• [Required work] Write out exactly the lines below that run from the one containing "M1691,1092l37,163h-166l-21,-93 35,-8 -8,-33z" through the one containing "M1236,1092l-29,-121 -9,-44 7,-62", both included, with no other lines.

Entries provided: Begin

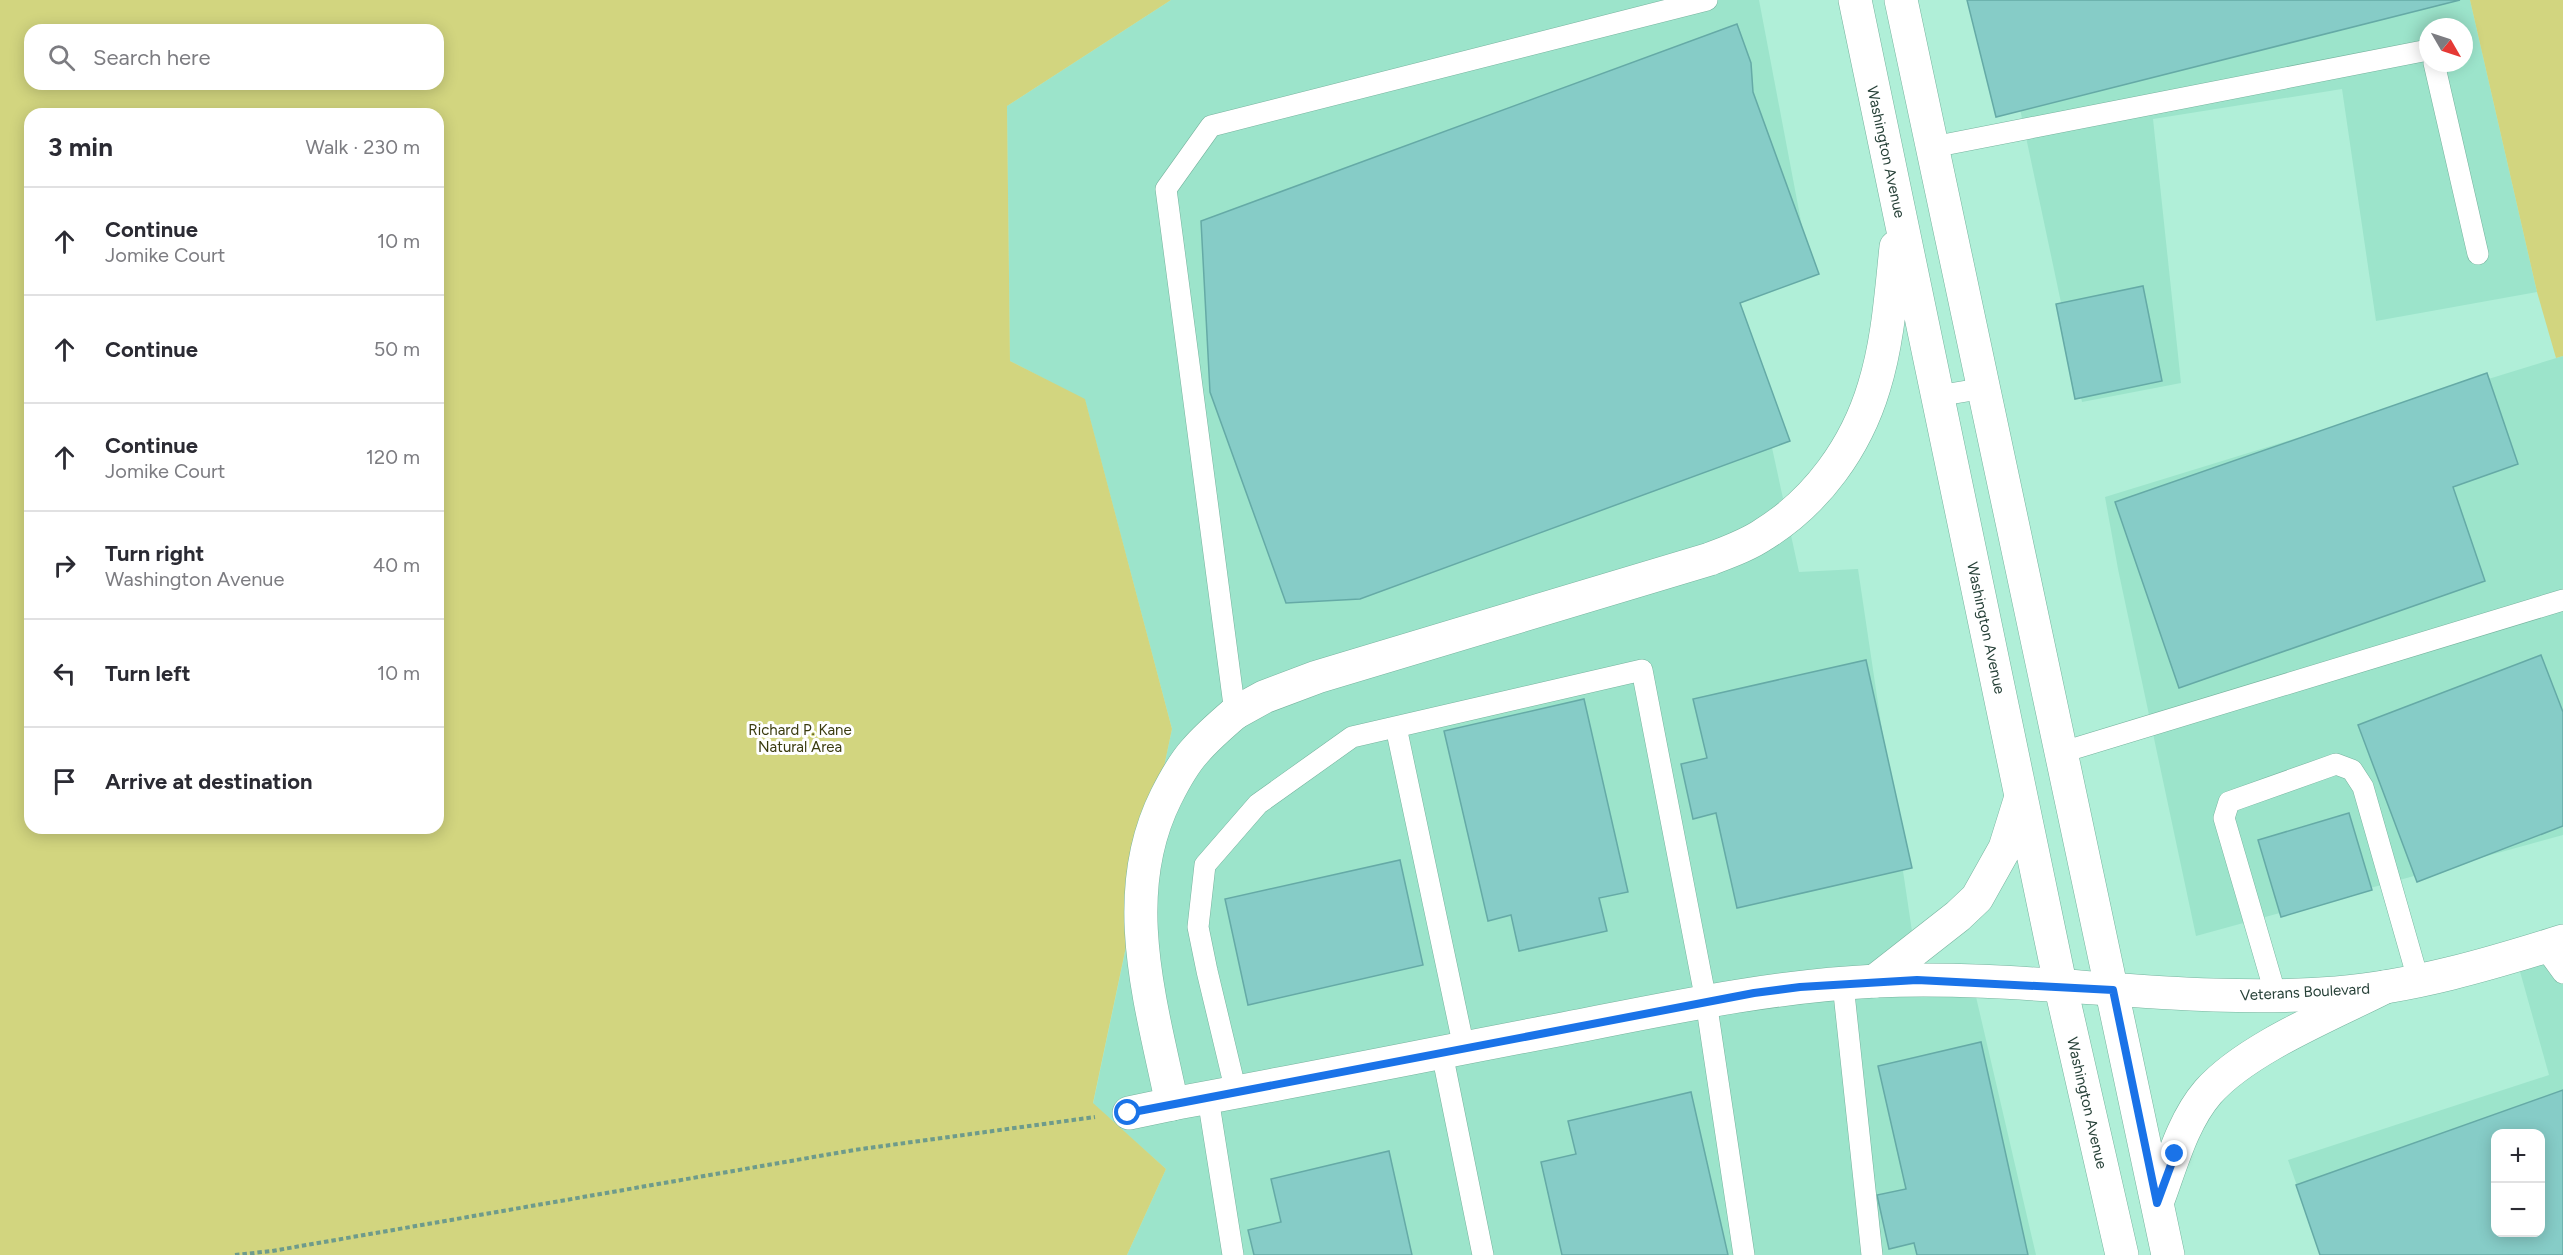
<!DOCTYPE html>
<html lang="en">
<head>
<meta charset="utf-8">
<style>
	:root { --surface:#fff; --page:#f7f7f7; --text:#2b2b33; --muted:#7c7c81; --line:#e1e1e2 }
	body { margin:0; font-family:Figtree,sans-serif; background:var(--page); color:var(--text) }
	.controls { position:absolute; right:18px; bottom:18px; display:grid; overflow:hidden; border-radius:12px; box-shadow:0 3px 15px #0003 }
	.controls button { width:54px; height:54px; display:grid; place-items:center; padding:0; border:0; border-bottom:2px solid var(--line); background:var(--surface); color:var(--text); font:30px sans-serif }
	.compass { position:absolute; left:2419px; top:18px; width:54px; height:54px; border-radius:50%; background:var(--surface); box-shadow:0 3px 15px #0003; rotate:129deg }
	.stop { position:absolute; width:18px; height:18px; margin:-14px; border:4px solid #1a73e8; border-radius:50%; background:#fff }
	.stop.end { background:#1a73e8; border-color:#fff; box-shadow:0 2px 6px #0008 }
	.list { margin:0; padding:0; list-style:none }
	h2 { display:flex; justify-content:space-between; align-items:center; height:78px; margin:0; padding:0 24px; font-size:26px }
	h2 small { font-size:20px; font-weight:400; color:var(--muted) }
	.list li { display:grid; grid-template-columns:39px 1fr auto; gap:18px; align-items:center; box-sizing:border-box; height:108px; padding:0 24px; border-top:2px solid var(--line) }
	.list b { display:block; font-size:22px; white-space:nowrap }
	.list p { margin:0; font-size:20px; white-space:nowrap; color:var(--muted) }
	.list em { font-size:20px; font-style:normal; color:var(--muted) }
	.icon { flex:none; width:33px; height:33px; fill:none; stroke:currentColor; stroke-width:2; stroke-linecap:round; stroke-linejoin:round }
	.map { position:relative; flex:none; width:2563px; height:1255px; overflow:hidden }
	.search { position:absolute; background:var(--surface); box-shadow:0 3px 15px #0003; left:24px; top:24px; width:420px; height:66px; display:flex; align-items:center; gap:15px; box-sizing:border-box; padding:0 21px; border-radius:18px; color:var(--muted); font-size:22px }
	.panel { position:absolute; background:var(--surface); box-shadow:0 3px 15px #0003; left:24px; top:108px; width:420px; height:726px; border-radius:18px }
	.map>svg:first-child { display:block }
</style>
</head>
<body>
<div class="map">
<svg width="2563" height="1255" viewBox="0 0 2563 1255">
	<rect width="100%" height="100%" fill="#b0efd8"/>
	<path fill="#9ce4cb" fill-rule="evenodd" d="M1171,0h588l52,274 -72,22 60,276 59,-3 62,416 50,-14 66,284h-909l39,-86 -73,-65 79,-375 -87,-329 -75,-39 -3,-255z
		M1997,0h473l67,292 -161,29 -34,-232 -189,30 28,264 -99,19zM2428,27h36v36h-36z
		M2563,356v479l-367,101 -78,-367 -13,-72z
		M2563,955v300h-242l-33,-95 261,-85 -30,-107zM2496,1134h44v98h-44z"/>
	<path fill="#d2d57f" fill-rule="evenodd" d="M0,0h1171l-164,106 3,255 75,38 87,330 -79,374 73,66 -39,86h-1127zM30,30h408v54h-408zM30,114h408v714h-408z
		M2470,0h93v356l-7,2 -19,-66z"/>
	<path fill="#86ccc7" stroke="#65aaa6" stroke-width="1.5" fill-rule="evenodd" d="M1967,0h493l-464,117z
		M1737,24l14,39 2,29 66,182 -79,29 50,138 -430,158 -74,4 -76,-211 -9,-171z
		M2143,286l19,95 -87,18 -19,-95z
		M2487,373l31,91 -65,23 32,94 -306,107 -64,-186z
		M2541,655l22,57v114l-146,56 -59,-157z
		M1866,660l46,208 -175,40 -21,-95 -23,6 -12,-55 26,-6 -14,-59z
		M1584,699l44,193 -29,6 8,33 -88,20 -8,-36 -23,6 -44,-190z
		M2349,813l23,77 -91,27 -23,-77z
		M1400,860l23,105 -175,40 -23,-106z
		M1981,1042l47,213h-111l-3,-12 -25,6 -12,-54 29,-6 -28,-123z
		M2563,1090v165h-243l-24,-70zM2496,1134h44v98h-44z
		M1691,1092l37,163h-166l-21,-93 35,-8 -8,-33z
		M1389,1151l23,104h-158l-6,-25 33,-8 -10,-43z"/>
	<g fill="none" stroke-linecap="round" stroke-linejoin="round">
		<defs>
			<path id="lane" d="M2434,63l44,191
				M1933,147l495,-97
				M1937,396l48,-8
				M1235,713l-69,-524 45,-63 496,-126
				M1396,727l68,321
				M2063,752l500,-152
				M2544,947l19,26
				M1843,984l29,271
				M2276,996l-52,-178 5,-16 107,-38 16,6 11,17 55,192
				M1442,1053l41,202
				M1236,1092l-29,-121 -9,-44 7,-62 53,-61 94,-67 290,-67 64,331 38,254
				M1208,1098l25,157"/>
			<path id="street" d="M1129,1113l43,-9"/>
			<path id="secondary" d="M1235,713c-14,12 -28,24 -40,38 -12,13 -21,30 -29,46 -49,98 -15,206 6,307 132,-24 264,-51 396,-76 102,-20 204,-42 308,-47 153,-7 306,24 460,12 76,-6 154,-29 227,-52"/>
			<path id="primary" d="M1855,0l206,988 61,267
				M1901,0l267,1255
				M1235,713l29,-16 53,-20 393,-118c18,-7 38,-14 54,-25 53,-33 92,-87 110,-147 14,-45 17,-93 22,-140
				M1875,981l83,-65 19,-18 28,-50 15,-48
				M2157,1203c14,-37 25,-81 51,-111 39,-44 124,-78 177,-105"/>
		</defs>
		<use href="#lane" stroke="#76b39e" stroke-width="22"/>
		<use href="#street" stroke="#76b39e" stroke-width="34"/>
		<use href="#secondary" stroke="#76b39e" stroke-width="34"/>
		<use href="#primary" stroke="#76b39e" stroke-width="34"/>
		<path stroke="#6e9b8b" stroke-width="4" stroke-dasharray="4.5 3" stroke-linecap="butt" d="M235,1255l37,-4 582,-101 241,-33"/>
		<use href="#lane" stroke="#fff" stroke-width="21"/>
		<use href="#street" stroke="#fff" stroke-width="33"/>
		<use href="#secondary" stroke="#fff" stroke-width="33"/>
		<use href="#primary" stroke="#fff" stroke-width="33"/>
	</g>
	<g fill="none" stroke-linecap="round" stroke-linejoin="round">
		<path stroke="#1a73e8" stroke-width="8" d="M1128,1113l626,-120 46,-6 117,-7 196,10 44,213 18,-49"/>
	</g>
	<g text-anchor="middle" stroke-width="6" stroke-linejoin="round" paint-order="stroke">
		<g font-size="15" fill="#274138" stroke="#fff">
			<text transform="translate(1886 152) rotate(78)" y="5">Washington Avenue</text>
			<text transform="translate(1986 628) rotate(78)" y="5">Washington Avenue</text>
			<text transform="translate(2305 992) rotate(-3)" y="5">Veterans Boulevard</text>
			<text transform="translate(2087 1103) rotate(77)" y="5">Washington Avenue</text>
		</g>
		<g font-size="15" fill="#3a3b0f" stroke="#fff">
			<text x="800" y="735">Richard P. Kane<tspan x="800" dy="17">Natural Area</tspan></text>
		</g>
	</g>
</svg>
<div class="controls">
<button>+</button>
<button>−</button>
</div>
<svg class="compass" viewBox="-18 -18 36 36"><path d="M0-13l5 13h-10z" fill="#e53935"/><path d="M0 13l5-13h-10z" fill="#7c7c81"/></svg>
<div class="stop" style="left:1128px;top:1113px"></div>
<div class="stop end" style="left:2175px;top:1154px"></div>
<div class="search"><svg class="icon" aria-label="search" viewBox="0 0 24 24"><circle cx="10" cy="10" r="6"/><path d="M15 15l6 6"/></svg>Search here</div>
<section class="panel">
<h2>3 min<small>Walk · 230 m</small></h2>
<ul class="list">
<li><svg class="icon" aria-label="ahead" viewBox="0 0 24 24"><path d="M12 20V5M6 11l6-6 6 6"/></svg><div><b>Continue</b><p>Jomike Court</p></div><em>10 m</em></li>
<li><svg class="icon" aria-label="ahead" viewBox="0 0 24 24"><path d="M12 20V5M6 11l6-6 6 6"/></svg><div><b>Continue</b></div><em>50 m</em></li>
<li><svg class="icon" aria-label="ahead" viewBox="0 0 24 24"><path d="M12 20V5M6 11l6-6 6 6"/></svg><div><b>Continue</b><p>Jomike Court</p></div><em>120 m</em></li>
<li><svg class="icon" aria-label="right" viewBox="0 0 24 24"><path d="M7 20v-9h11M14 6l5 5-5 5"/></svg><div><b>Turn right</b><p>Washington Avenue</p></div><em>40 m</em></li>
<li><svg class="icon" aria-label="left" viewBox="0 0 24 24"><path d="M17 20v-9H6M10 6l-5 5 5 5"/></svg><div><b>Turn left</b></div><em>10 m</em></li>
<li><svg class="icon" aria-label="arrive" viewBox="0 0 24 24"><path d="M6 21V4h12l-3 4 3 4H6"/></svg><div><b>Arrive at destination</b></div></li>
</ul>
</section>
</div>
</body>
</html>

Entries provided: End

• [Output of the task]
		M1691,1092l37,163h-166l-21,-93 35,-8 -8,-33z
		M1389,1151l23,104h-158l-6,-25 33,-8 -10,-43z"/>
	<g fill="none" stroke-linecap="round" stroke-linejoin="round">
		<defs>
			<path id="lane" d="M2434,63l44,191
				M1933,147l495,-97
				M1937,396l48,-8
				M1235,713l-69,-524 45,-63 496,-126
				M1396,727l68,321
				M2063,752l500,-152
				M2544,947l19,26
				M1843,984l29,271
				M2276,996l-52,-178 5,-16 107,-38 16,6 11,17 55,192
				M1442,1053l41,202
				M1236,1092l-29,-121 -9,-44 7,-62 53,-61 94,-67 290,-67 64,331 38,254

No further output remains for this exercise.